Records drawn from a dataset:
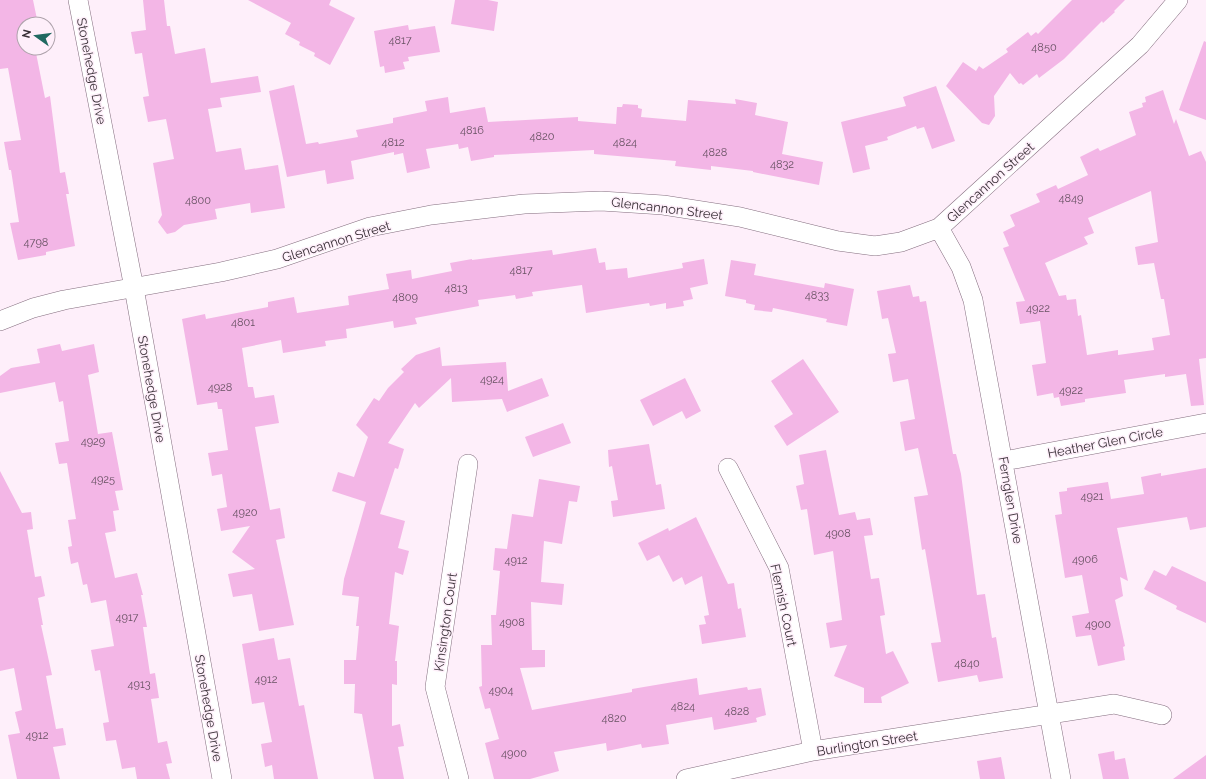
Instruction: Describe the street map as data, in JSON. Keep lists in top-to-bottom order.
{
  "streets": {
    "street": [
      "Stonehedge Drive",
      "Glencannon Street",
      "Heather Glen Circle",
      "Fernglen Drive",
      "Flemish Court",
      "Kinsington Court",
      "Burlington Street"
    ]
  },
  "crossings": [
    ["Stonehedge Drive", "Glencannon Street"],
    ["Glencannon Street", "Fernglen Drive"],
    ["Heather Glen Circle", "Fernglen Drive"],
    ["Fernglen Drive", "Burlington Street"],
    ["Flemish Court", "Burlington Street"]
  ],
  "house_numbers": [
    "4817",
    "4850",
    "4816",
    "4820",
    "4812",
    "4824",
    "4828",
    "4832",
    "4849",
    "4800",
    "4798",
    "4817",
    "4813",
    "4833",
    "4809",
    "4922",
    "4801",
    "4924",
    "4928",
    "4922",
    "4929",
    "4925",
    "4921",
    "4920",
    "4908",
    "4906",
    "4912",
    "4917",
    "4908",
    "4900",
    "4840",
    "4912",
    "4913",
    "4904",
    "4824",
    "4828",
    "4820",
    "4912",
    "4900"
  ],
  "north": "left"
}
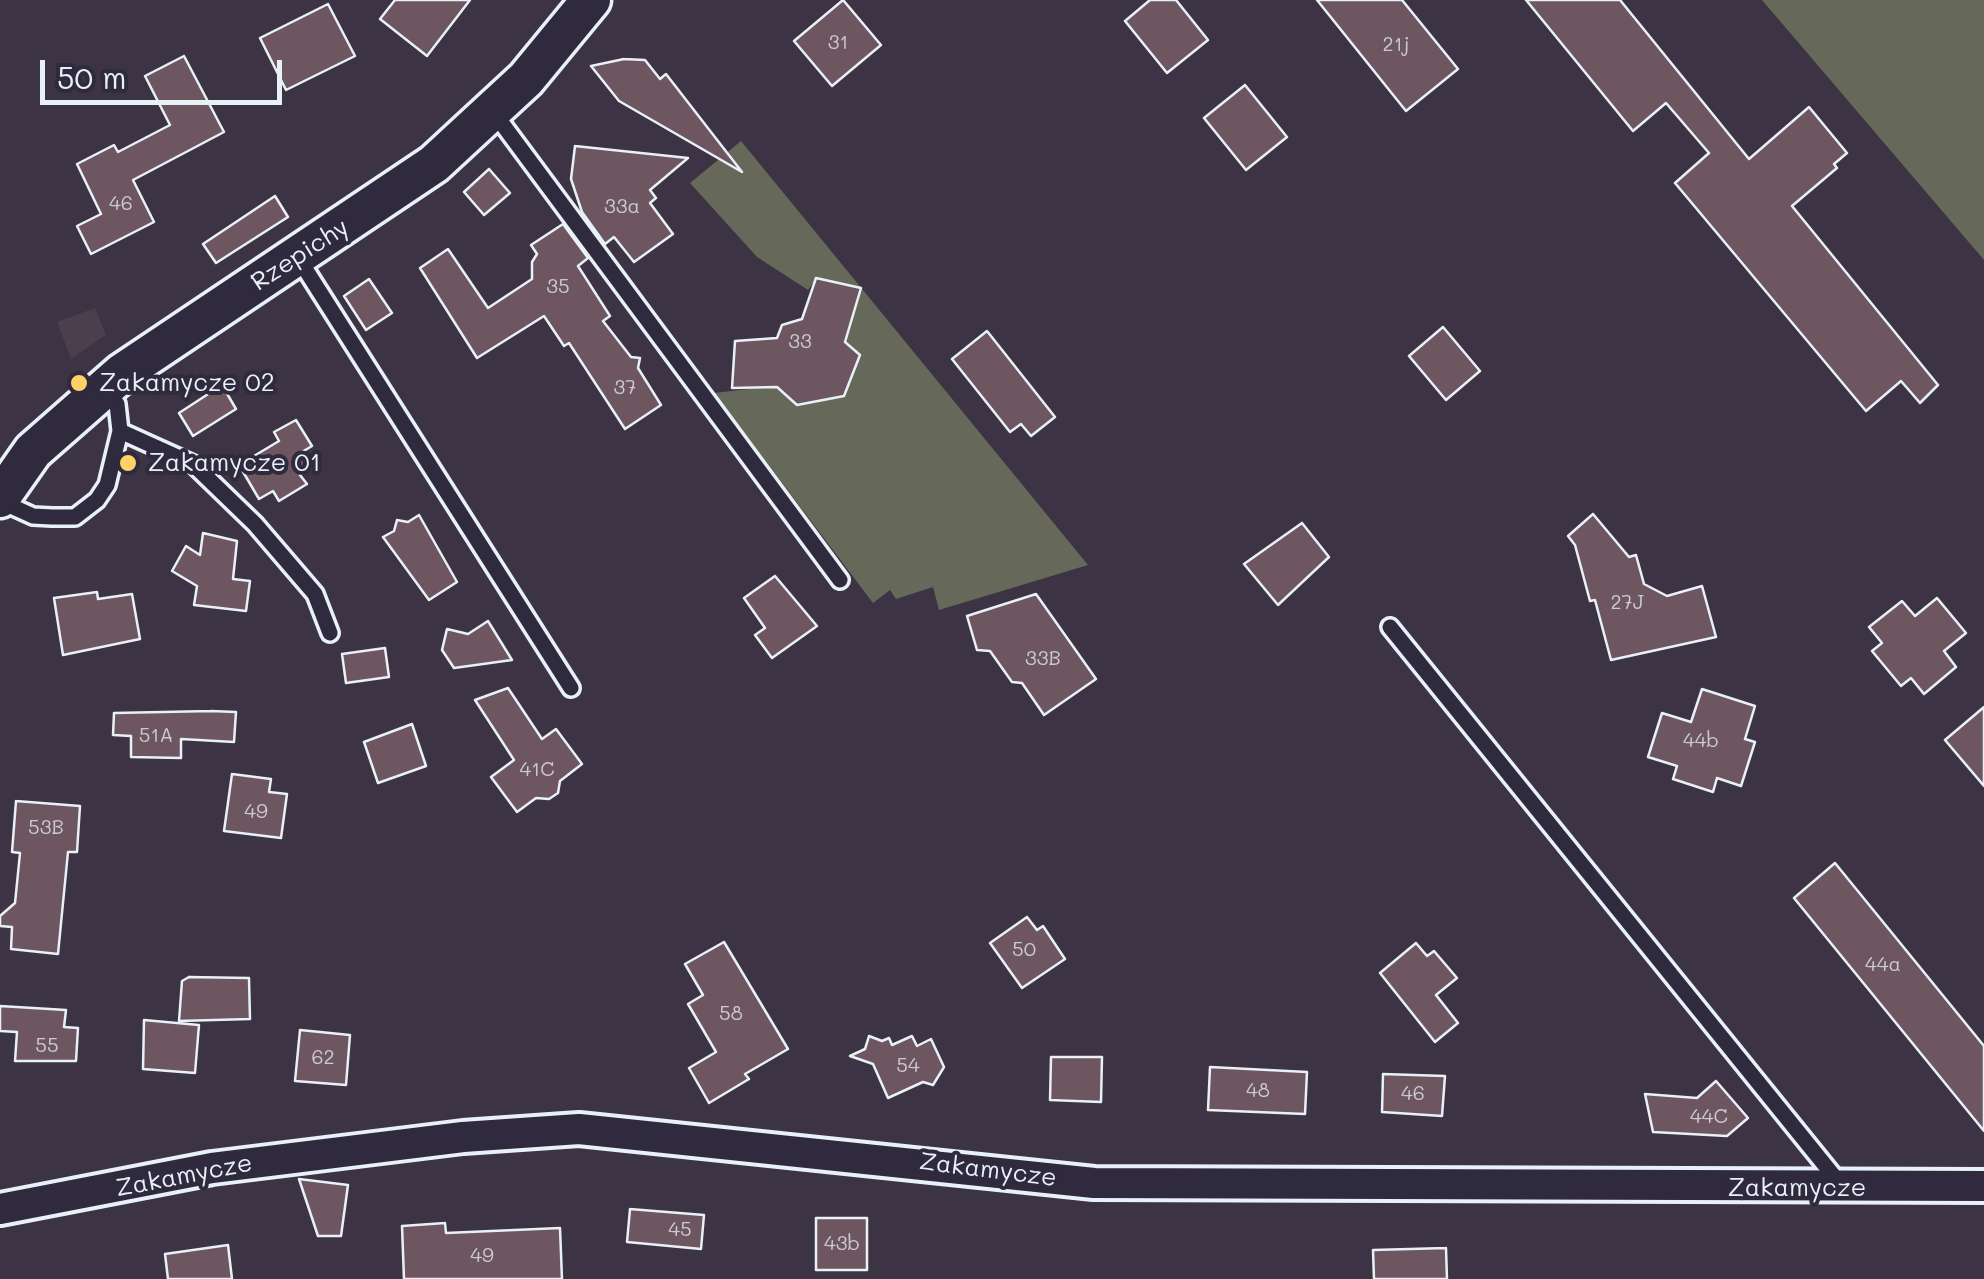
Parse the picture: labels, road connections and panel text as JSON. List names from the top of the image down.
{
  "streets": {
    "street": ["Rzepichy", "Zakamycze"]
  },
  "places": ["Zakamycze 02", "Zakamycze 01"],
  "house_numbers": [
    "31",
    "21j",
    "46",
    "33a",
    "35",
    "33",
    "37",
    "27J",
    "33B",
    "51A",
    "44b",
    "41C",
    "49",
    "53B",
    "50",
    "44a",
    "58",
    "55",
    "62",
    "54",
    "48",
    "46",
    "44C",
    "45",
    "43b",
    "49"
  ],
  "scale_bar": "50 m"
}
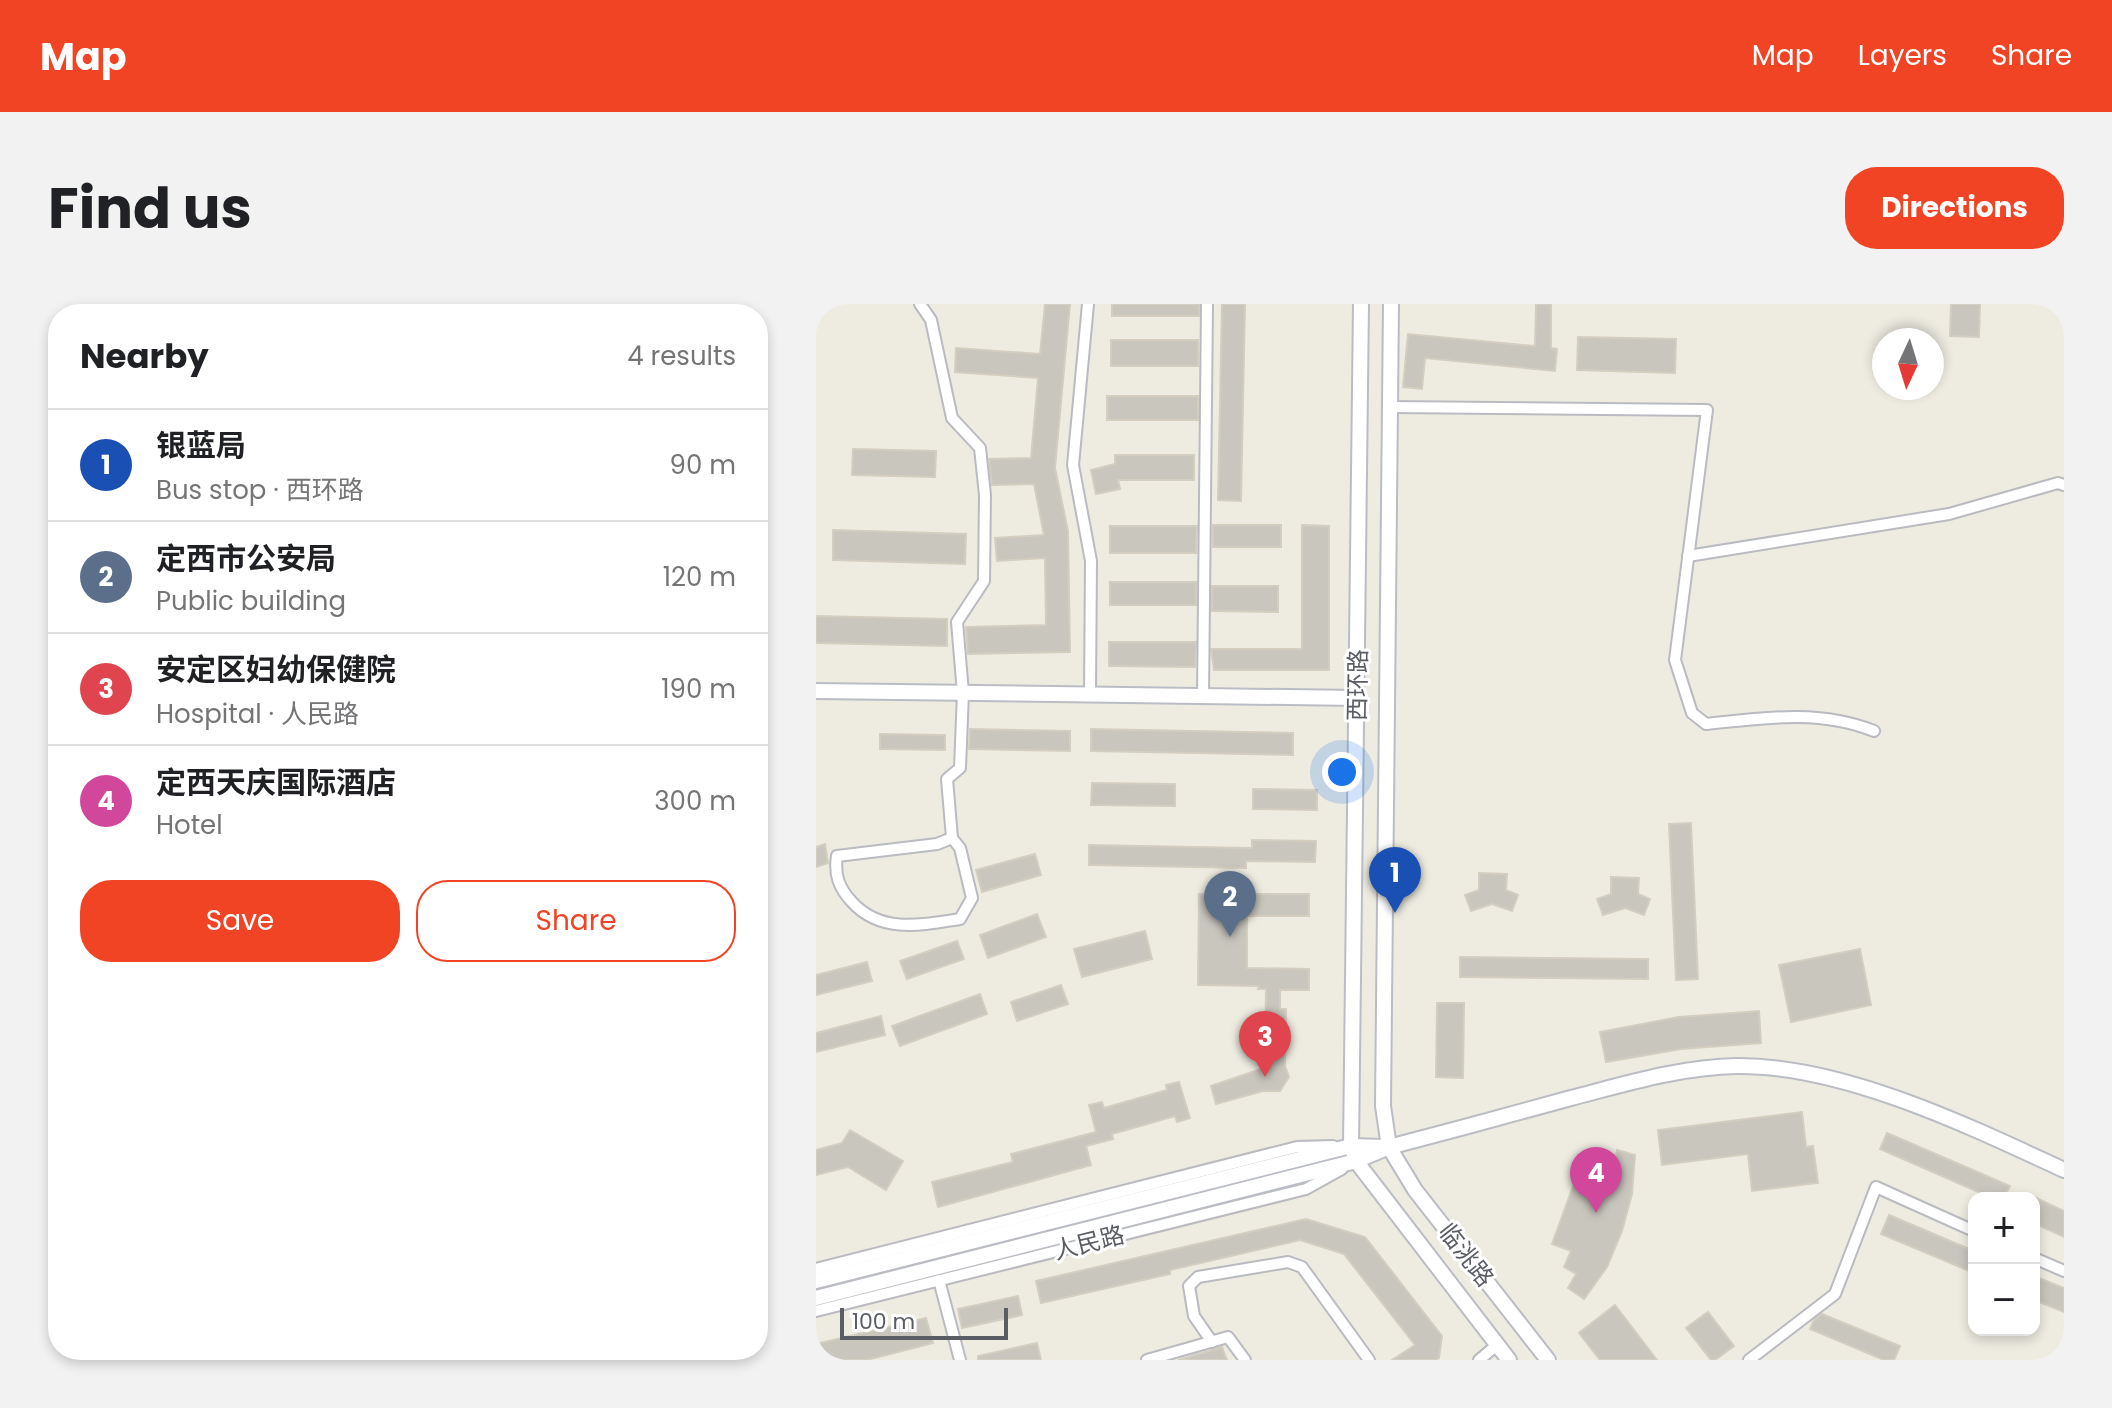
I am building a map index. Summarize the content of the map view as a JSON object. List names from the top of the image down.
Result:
{
  "streets": {
    "main road": ["西环路", "人民路", "临洮路"]
  },
  "crossings": [
    ["西环路", "人民路"],
    ["西环路", "临洮路"],
    ["人民路", "临洮路"]
  ],
  "scale_bar": "100 m",
  "north": "bottom",
  "page": {
    "header": "Map",
    "nav": ["Map", "Layers", "Share"],
    "title": "Find us",
    "buttons": [
      "Directions",
      ["Save", "Share"]
    ],
    "heading": ["Nearby", "4 results"],
    "list": [
      {
        "mark": "1",
        "name": "银蓝局",
        "note": "Bus stop · 西环路",
        "value": "90 m"
      },
      {
        "mark": "2",
        "name": "定西市公安局",
        "note": "Public building",
        "value": "120 m"
      },
      {
        "mark": "3",
        "name": "安定区妇幼保健院",
        "note": "Hospital · 人民路",
        "value": "190 m"
      },
      {
        "mark": "4",
        "name": "定西天庆国际酒店",
        "note": "Hotel",
        "value": "300 m"
      }
    ],
    "pins": [
      "1",
      "2",
      "3",
      "4"
    ],
    "map_buttons": ["+", "−"],
    "scale": "100 m"
  }
}
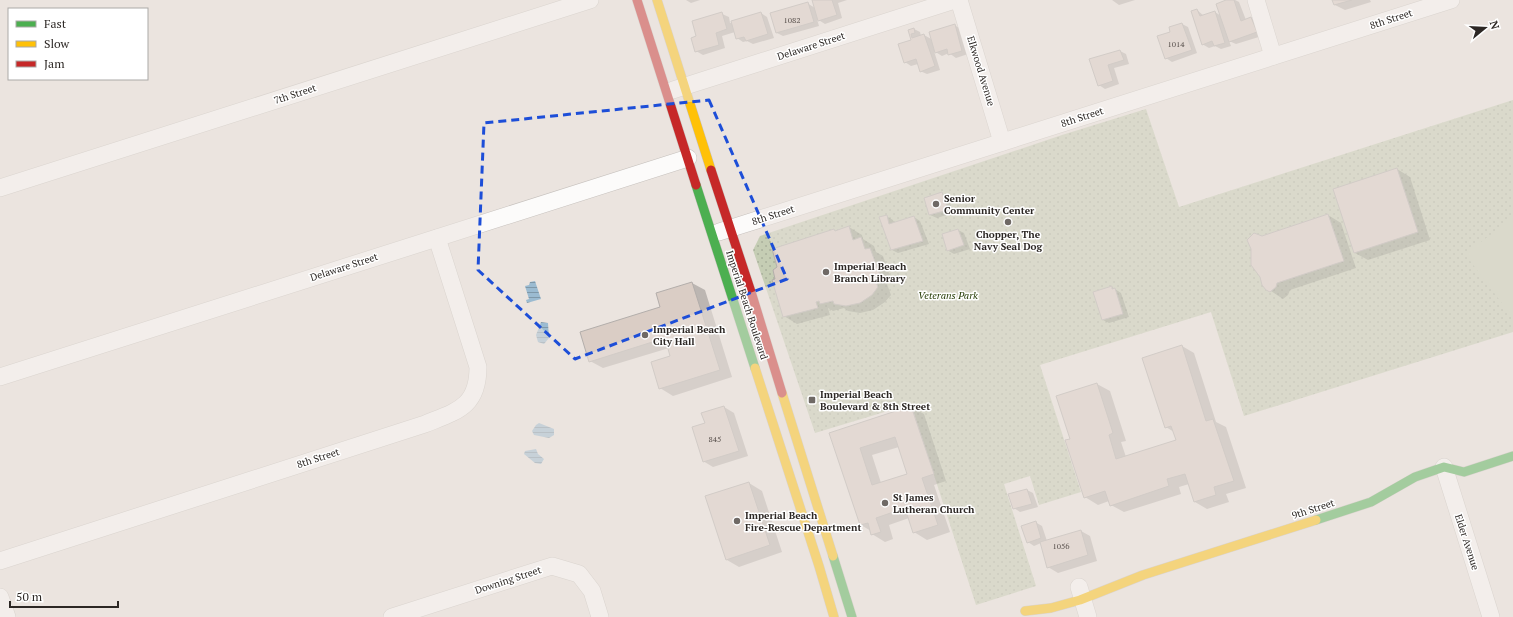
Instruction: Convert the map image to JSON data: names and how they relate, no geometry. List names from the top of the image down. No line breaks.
{"streets":{"main road":["Imperial Beach Boulevard","9th Street"],"street":["8th Street","Delaware Street","Elkwood Avenue","7th Street","Elder Avenue","Downing Street"]},"crossings":[["8th Street","Delaware Street"],["8th Street","Elkwood Avenue"],["8th Street","Imperial Beach Boulevard"],["Delaware Street","Imperial Beach Boulevard"],["9th Street","Elder Avenue"]],"parks":["Veterans Park"],"places":{"other":["Senior Community Center","Chopper, The Navy Seal Dog","Imperial Beach Branch Library","Imperial Beach City Hall","St James Lutheran Church","Imperial Beach Fire-Rescue Department"],"transit":["Imperial Beach Boulevard & 8th Street"]},"house_numbers":["1082","1014","845","1056"],"legend":["Fast","Slow","Jam"],"scale_bar":"50 m","north":"right"}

#### Requirement
Word-for-word output of every record is needed, with images omitted.

#### Answer section
Instruction: Describe the street map as data, in JSON. Keep lists in top-to-bottom order.
{
  "streets": {
    "street": [
      "Stonehedge Drive",
      "Glencannon Street",
      "Heather Glen Circle",
      "Fernglen Drive",
      "Flemish Court",
      "Kinsington Court",
      "Burlington Street"
    ]
  },
  "crossings": [
    ["Stonehedge Drive", "Glencannon Street"],
    ["Glencannon Street", "Fernglen Drive"],
    ["Heather Glen Circle", "Fernglen Drive"],
    ["Fernglen Drive", "Burlington Street"],
    ["Flemish Court", "Burlington Street"]
  ],
  "house_numbers": [
    "4817",
    "4850",
    "4816",
    "4820",
    "4812",
    "4824",
    "4828",
    "4832",
    "4849",
    "4800",
    "4798",
    "4817",
    "4813",
    "4833",
    "4809",
    "4922",
    "4801",
    "4924",
    "4928",
    "4922",
    "4929",
    "4925",
    "4921",
    "4920",
    "4908",
    "4906",
    "4912",
    "4917",
    "4908",
    "4900",
    "4840",
    "4912",
    "4913",
    "4904",
    "4824",
    "4828",
    "4820",
    "4912",
    "4900"
  ],
  "north": "left"
}
Parse the picture: labels, road connections and panel text as JSON. List names from the top of the image down.
{
  "streets": {
    "street": ["Rzepichy", "Zakamycze"]
  },
  "places": ["Zakamycze 02", "Zakamycze 01"],
  "house_numbers": [
    "31",
    "21j",
    "46",
    "33a",
    "35",
    "33",
    "37",
    "27J",
    "33B",
    "51A",
    "44b",
    "41C",
    "49",
    "53B",
    "50",
    "44a",
    "58",
    "55",
    "62",
    "54",
    "48",
    "46",
    "44C",
    "45",
    "43b",
    "49"
  ],
  "scale_bar": "50 m"
}
I am building a map index. Summarize the content of the map view as a JSON object. List names from the top of the image down.
Result:
{
  "streets": {
    "main road": ["西环路", "人民路", "临洮路"]
  },
  "crossings": [
    ["西环路", "人民路"],
    ["西环路", "临洮路"],
    ["人民路", "临洮路"]
  ],
  "scale_bar": "100 m",
  "north": "bottom",
  "page": {
    "header": "Map",
    "nav": ["Map", "Layers", "Share"],
    "title": "Find us",
    "buttons": [
      "Directions",
      ["Save", "Share"]
    ],
    "heading": ["Nearby", "4 results"],
    "list": [
      {
        "mark": "1",
        "name": "银蓝局",
        "note": "Bus stop · 西环路",
        "value": "90 m"
      },
      {
        "mark": "2",
        "name": "定西市公安局",
        "note": "Public building",
        "value": "120 m"
      },
      {
        "mark": "3",
        "name": "安定区妇幼保健院",
        "note": "Hospital · 人民路",
        "value": "190 m"
      },
      {
        "mark": "4",
        "name": "定西天庆国际酒店",
        "note": "Hotel",
        "value": "300 m"
      }
    ],
    "pins": [
      "1",
      "2",
      "3",
      "4"
    ],
    "map_buttons": ["+", "−"],
    "scale": "100 m"
  }
}
Instruction: Convert the map image to JSON data: names and how they relate, no geometry. List names from the top of the image down. No line breaks.
{"streets":{"main road":["Imperial Beach Boulevard","9th Street"],"street":["8th Street","Delaware Street","Elkwood Avenue","7th Street","Elder Avenue","Downing Street"]},"crossings":[["8th Street","Delaware Street"],["8th Street","Elkwood Avenue"],["8th Street","Imperial Beach Boulevard"],["Delaware Street","Imperial Beach Boulevard"],["9th Street","Elder Avenue"]],"parks":["Veterans Park"],"places":{"other":["Senior Community Center","Chopper, The Navy Seal Dog","Imperial Beach Branch Library","Imperial Beach City Hall","St James Lutheran Church","Imperial Beach Fire-Rescue Department"],"transit":["Imperial Beach Boulevard & 8th Street"]},"house_numbers":["1082","1014","845","1056"],"legend":["Fast","Slow","Jam"],"scale_bar":"50 m","north":"right"}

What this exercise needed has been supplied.